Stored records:
-- Opening Marker --
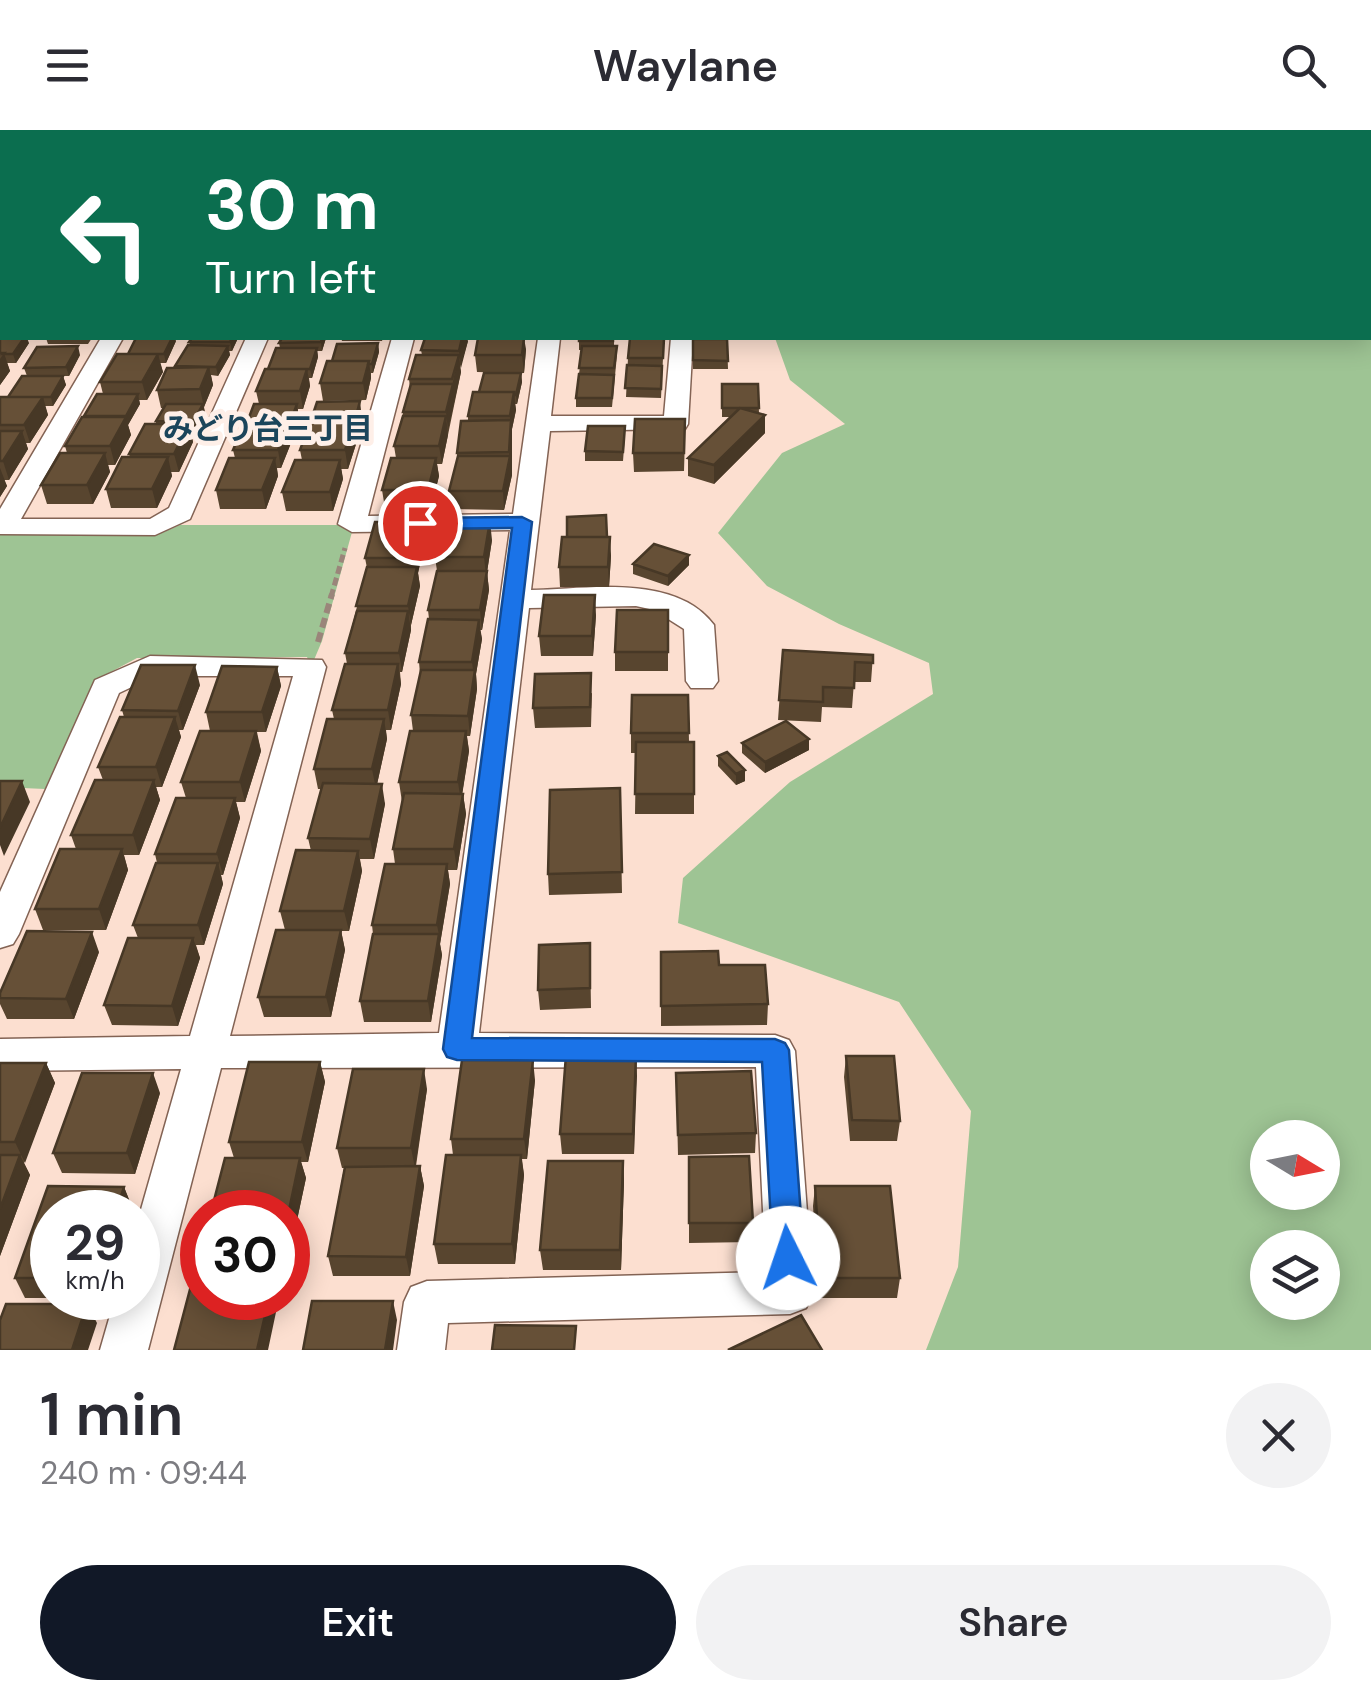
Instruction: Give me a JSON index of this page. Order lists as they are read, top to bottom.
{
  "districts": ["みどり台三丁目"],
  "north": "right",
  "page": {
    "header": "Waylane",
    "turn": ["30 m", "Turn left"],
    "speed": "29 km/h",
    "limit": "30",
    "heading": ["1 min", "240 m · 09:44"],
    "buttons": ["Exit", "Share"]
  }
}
-- Closing Marker --
**REQUIREMENT**
A verbatim copy of every entry is wanted; the pictures stay out of it.

**TASK ANSWER**
Instruction: Give me a JSON index of this page. Order lists as they are read, top to bottom.
{
  "districts": ["みどり台三丁目"],
  "north": "right",
  "page": {
    "header": "Waylane",
    "turn": ["30 m", "Turn left"],
    "speed": "29 km/h",
    "limit": "30",
    "heading": ["1 min", "240 m · 09:44"],
    "buttons": ["Exit", "Share"]
  }
}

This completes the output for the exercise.